Wyandotte chickens are a popular breed among backyard chicken keepers, known for their friendly nature, beautiful plumage, and egg-laying abilities. If however you have bred Wyandottes and tried to sex the chicks you will already know how difficult it can be.
Wyandottes are not a feather sexable breed and any differences in emerging feathers in chicks won't tell you what gender they are. To complicate the matter even further, rosecomb breeds like the Wyandotte can be tough to sex by the wattle and comb size and colour.
Accurate and definitive methods for sexing some Wyandotte chicks:
- Vent Sexing: Vent sexing is an accurate but difficult to learn method of sexing day old chicks by the shape of the lumps in their vents.
- DNA Sexing: DNA sexing requires expensive laboratory analysis to determine the gender of the chick and is 100% accurate.
- Partridge Wyandottes: The female feathers have even pencilling whereas he males have a solid colouring on the plumage. The differences can be seen as soon as the feathers begin to show. Female partridge Wyandottes also have a thick eyeline.
- Barred Wyandottes: Barred Wyandottes can be accurately sexed at day old by the size and shape of their head spot. Requires a trained eye.
Below: A pencilled Wyandotte hen with her chicks. The third chick in from the left is a cockerel, he lacks the pencilled feathers and the eyeline.
Other ways of telling male Wyandottes from females:
Sexing Wyandotte chickens may seem daunting at first, but with a bit of practice, you can learn to distinguish between males and females confidently.
Below: When the males have different patterns and colours, it makes them easier to sex.

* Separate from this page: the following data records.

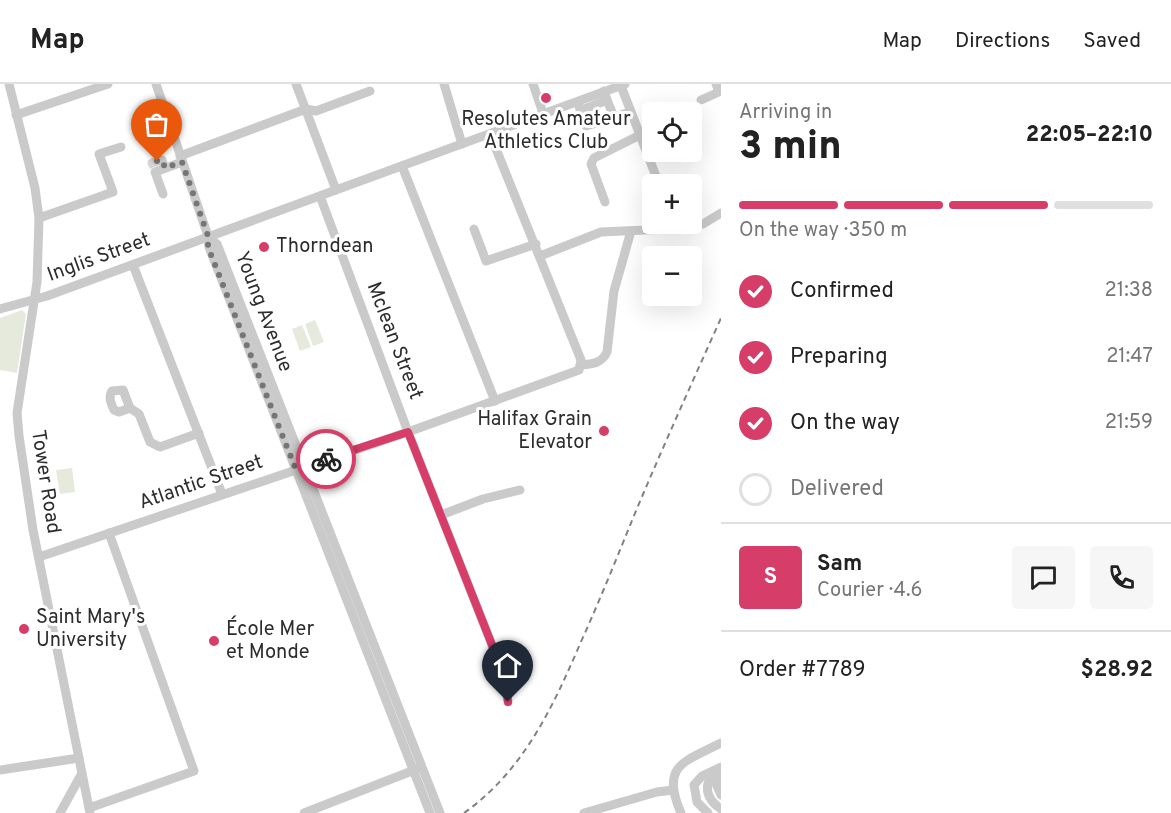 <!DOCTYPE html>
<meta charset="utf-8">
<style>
body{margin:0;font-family:Overpass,sans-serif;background:#f6f6f6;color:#222;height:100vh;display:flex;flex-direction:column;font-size:22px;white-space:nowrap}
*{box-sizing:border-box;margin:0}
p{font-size:20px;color:#767676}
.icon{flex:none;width:33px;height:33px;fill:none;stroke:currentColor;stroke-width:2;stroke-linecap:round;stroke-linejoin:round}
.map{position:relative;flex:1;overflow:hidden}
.side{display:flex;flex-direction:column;background:#fff;width:450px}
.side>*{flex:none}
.fabs{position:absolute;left:642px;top:18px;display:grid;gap:12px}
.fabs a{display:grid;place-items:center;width:60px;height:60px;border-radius:6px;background:#fff;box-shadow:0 6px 24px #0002;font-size:30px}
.pin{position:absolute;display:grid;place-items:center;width:51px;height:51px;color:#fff;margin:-62px -26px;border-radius:50% 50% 50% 0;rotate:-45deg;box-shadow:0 0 6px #0007}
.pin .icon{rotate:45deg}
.courier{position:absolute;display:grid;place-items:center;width:60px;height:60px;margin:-30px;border:4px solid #d63d69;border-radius:50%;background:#fff;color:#222;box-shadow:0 2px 8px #0007}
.summary em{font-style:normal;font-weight:800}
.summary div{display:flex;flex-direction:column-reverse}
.summary{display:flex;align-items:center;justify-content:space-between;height:102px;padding:0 18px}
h1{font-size:39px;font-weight:800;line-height:45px}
.bar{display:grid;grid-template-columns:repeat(4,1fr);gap:9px 6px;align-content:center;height:72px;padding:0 18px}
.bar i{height:8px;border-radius:4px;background:#e0e0e0}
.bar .selected{background:#d63d69}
.bar p{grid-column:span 4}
.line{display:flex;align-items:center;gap:15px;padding:0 18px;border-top:2px solid #e0e0e0}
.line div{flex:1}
.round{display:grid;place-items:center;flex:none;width:63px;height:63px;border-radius:6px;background:#f6f6f6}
ol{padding:0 18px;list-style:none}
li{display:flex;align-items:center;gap:18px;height:66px}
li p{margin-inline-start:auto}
li .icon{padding:6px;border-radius:50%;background:#d63d69;color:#fff;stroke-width:4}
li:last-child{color:#767676}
li i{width:33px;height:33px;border:3px solid #e0e0e0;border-radius:50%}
header{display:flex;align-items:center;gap:36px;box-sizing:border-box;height:84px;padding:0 30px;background:#fff;border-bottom:2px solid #e0e0e0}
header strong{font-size:28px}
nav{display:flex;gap:33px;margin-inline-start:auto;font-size:21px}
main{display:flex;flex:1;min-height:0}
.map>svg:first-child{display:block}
</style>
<header>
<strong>Map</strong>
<nav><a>Map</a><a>Directions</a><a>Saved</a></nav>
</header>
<main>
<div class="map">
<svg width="721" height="729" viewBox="0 0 721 729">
<rect width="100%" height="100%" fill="#fff"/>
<g fill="#e6eadc">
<path d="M22,226L26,230L17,289L0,286V234Z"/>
<path d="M315,236L324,258L313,262L305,240Z"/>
<path d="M302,241L311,263L300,267L292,245Z"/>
<path d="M278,249L287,272L277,276L268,253Z"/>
<path d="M72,384L75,408L60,410L56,386Z"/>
</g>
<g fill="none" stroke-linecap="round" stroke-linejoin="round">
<g stroke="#d5d5d5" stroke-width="9" stroke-dasharray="9 4.5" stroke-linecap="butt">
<path d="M591,34L602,30"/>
<path d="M593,40L604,36"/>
<path d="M154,83L152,79L157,77"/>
</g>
<g stroke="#cacaca" stroke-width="9">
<path d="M9,0L35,104L39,134L37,198L17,329L19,352L33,446L90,729"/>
<path d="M156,0L208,152L209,163L430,729"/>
<path d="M296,0L336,106"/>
<path d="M444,0L462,60"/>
<path d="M533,0L543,29"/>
<path d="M621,2L659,100"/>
<path d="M607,16L614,33L630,28"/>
<path d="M701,16L719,8L716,0"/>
<path d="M579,22L586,42L593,40"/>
<path d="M580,27L607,16L604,7"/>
<path d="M16,31L108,0"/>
<path d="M685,68L686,70"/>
<path d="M180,72L306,25L316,27L370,7"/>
<path d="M157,77L162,76L165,84"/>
<path d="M402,82L495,317"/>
<path d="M163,110L155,88L182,78"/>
<path d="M320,112L408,348L505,594L508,618"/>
<path d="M605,118L591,80L594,74L652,45"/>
<path d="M39,134L113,108L99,70L121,63"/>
<path d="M474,145L486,177L536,160"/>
<path d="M208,152L217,160L440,729"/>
<path d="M540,172L601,148L689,144L703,140L721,129"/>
<path d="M133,181L222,410"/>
<path d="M0,225L47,212L625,0"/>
<path d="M581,281C593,280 602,279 607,268L614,207L631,147"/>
<path d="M130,324L119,328L114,326C111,319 108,314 112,307L123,306L130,324L139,330L150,358L160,363L199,349"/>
<path d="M441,431L483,415L520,406"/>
<path d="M39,473L408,348L579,286L581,276L490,50"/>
<path d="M0,686L79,674"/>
<path d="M714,688C703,702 706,715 721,725"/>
<path d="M721,690L716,700L721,711"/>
<path d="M89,724L194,687L109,449"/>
<path d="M60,729L81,691"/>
<path d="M304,729L417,685"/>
<path d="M584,729L657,708L673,706"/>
<path d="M681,729C660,681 684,678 721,659"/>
<path d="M708,729L697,718L694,701L702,692L721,683"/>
</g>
<path stroke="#828282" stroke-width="2" stroke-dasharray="6 4.5" stroke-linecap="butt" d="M464,729C523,687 552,625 580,560C599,518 616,476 633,434C661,367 691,301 721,234"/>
</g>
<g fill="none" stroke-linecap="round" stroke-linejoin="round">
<path stroke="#767676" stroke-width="6" stroke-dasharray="0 10.8" d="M157,77L162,76L165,84L182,78L208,152V163L296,386L326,375"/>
<path stroke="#d63d69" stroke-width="8" d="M326,375L408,348L505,594L508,618"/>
</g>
<g fill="#d63d69" stroke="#fff" stroke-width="2">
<circle cx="546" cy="14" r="6"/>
<circle cx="264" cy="163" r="6"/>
<circle cx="604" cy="347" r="6"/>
<circle cx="24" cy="545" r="6"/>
<circle cx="214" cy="557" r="6"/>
</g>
<g text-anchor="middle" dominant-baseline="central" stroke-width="6" stroke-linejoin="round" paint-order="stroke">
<g font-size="20" fill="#2d2d2d" stroke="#fff" text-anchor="start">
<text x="546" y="36" text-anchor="middle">Resolutes Amateur<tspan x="546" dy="23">Athletics Club</tspan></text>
<text x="276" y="163">Thorndean</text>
<text x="592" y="336" text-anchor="end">Halifax Grain<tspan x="592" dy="23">Elevator</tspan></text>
<text x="36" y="534">Saint Mary's<tspan x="36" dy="23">University</tspan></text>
<text x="226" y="546">École Mer<tspan x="226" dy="23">et Monde</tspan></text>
</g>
<g font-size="20" fill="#2d2d2d" stroke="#fff">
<text transform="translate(99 174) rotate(-20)">Inglis Street</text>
<text transform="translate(263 228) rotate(69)">Young Avenue</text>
<text transform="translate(394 257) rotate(69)">Mclean Street</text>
<text transform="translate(45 398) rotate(81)">Tower Road</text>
<text transform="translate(201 399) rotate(-19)">Atlantic Street</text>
</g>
</g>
</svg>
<div class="fabs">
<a><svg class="icon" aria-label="locate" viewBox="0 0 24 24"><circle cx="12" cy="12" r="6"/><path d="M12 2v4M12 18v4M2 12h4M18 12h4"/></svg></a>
<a>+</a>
<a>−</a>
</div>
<div class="pin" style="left:157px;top:77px;background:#ea580c"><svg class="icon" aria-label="bag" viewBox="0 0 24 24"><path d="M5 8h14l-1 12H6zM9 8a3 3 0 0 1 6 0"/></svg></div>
<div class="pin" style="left:508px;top:618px;background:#1f2937"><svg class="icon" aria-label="home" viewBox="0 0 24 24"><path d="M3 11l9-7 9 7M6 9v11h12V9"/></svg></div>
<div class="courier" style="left:326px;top:375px"><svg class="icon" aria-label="bike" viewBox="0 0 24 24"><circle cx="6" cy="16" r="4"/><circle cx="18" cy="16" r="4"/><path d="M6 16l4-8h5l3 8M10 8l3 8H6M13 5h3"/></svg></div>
</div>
<section class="side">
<div class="summary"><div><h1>3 min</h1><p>Arriving in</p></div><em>22:05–22:10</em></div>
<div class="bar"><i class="selected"></i><i class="selected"></i><i class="selected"></i><i></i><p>On the way · 350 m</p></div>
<ol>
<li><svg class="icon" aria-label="check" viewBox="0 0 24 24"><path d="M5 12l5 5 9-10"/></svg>Confirmed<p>21:38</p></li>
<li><svg class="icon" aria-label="check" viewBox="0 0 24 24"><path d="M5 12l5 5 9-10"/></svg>Preparing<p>21:47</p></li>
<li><svg class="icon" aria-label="check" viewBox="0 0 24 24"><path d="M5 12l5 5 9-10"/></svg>On the way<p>21:59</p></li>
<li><i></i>Delivered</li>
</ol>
<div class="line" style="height:108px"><b class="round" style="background:#d63d69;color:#fff">S</b><div><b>Sam</b><p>Courier · 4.6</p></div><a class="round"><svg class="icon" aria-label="chat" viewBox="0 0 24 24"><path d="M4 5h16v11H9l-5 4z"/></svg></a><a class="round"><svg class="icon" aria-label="phone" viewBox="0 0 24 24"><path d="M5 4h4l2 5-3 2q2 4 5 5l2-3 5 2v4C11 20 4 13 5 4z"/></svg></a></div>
<div class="line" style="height:78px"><div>Order #7789</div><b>$28.92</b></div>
</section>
</main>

By understanding the physical and behavioural differences between the sexes it will become clear which are roosters and which are hens.
Male and female Wyandottes have noticeable differences in their body shape, size, and plumage. Some of these characteristics can begin to show at quite a young age.
The biggest tell as to the sex of Wyandottes is the size and colour of the comb, male combs are bigger, develop first, sometimes by as much as a month.
The stance can be a giveaway with younger birds. Cockerels have thicker, stronger legs and stand more upright whereas the hens are more petite and stand flatter.
Below: The two closest chicks in this video are boys, they are a little larger and stand more upright than the other two.
As the chicks begin to grow their feathers, males tend to have longer, pointed saddle and hackle feathers, while females have shorter, rounded feathers.
Wyandotte chicks also grow their feathers in different ways, the hens tend to feather up all over in an even fashion whereas the males tend to to grow longer shoulder and tail feathers before filling out later.
Male Wyandotte chickens, or roosters, are typically larger than their female counterparts. They have long, pointed saddle and hackle feathers, which give them a distinctive V-shape appearance. They also have long, curved spurs on the backs of their legs and a larger, redder comb and wattle than females.
Female Wyandotte chickens, or hens, are smaller in size than roosters. They have round, plump bodies and rounded feathers, giving them a more curved, compact appearance. They have shorter, rounded saddle and hackle feathers and a smaller, less vibrant comb and wattle.
Wyandotte chickens also exhibit behavioural differences between the sexes, which can help you determine their sex.
Roosters tend to be more aggressive and territorial than hens. They also tend to be more vocal, crowing loudly and frequently. Additionally, male Wyandotte chickens tend to be more interested in mating behaviour, often attempting to mount other chickens or objects in their environment.
Hens, on the other hand, tend to be more docile and calm than roosters. They are quieter and less vocal, with a soft clucking sound.
Below: Barred Wyandottes can be sexed by their head spots. These are the male head spots.
The males have more of a line or diffuse spot while the hens have a rounder more clearly defined spot on their heads
Below: These are the female head spots.
At what age can you sex Wyandotte chickens?
You can begin to sex Wyandotte chickens accurately from 6 weeks of age. At this point, physical and behavioural differences between males and females become more apparent.
I have found that in can take a full 3 months to be absolutely sure with some types of Wyandottes.
I certainly would wait before culling the males if I was at all unsure of the gender of the chicks.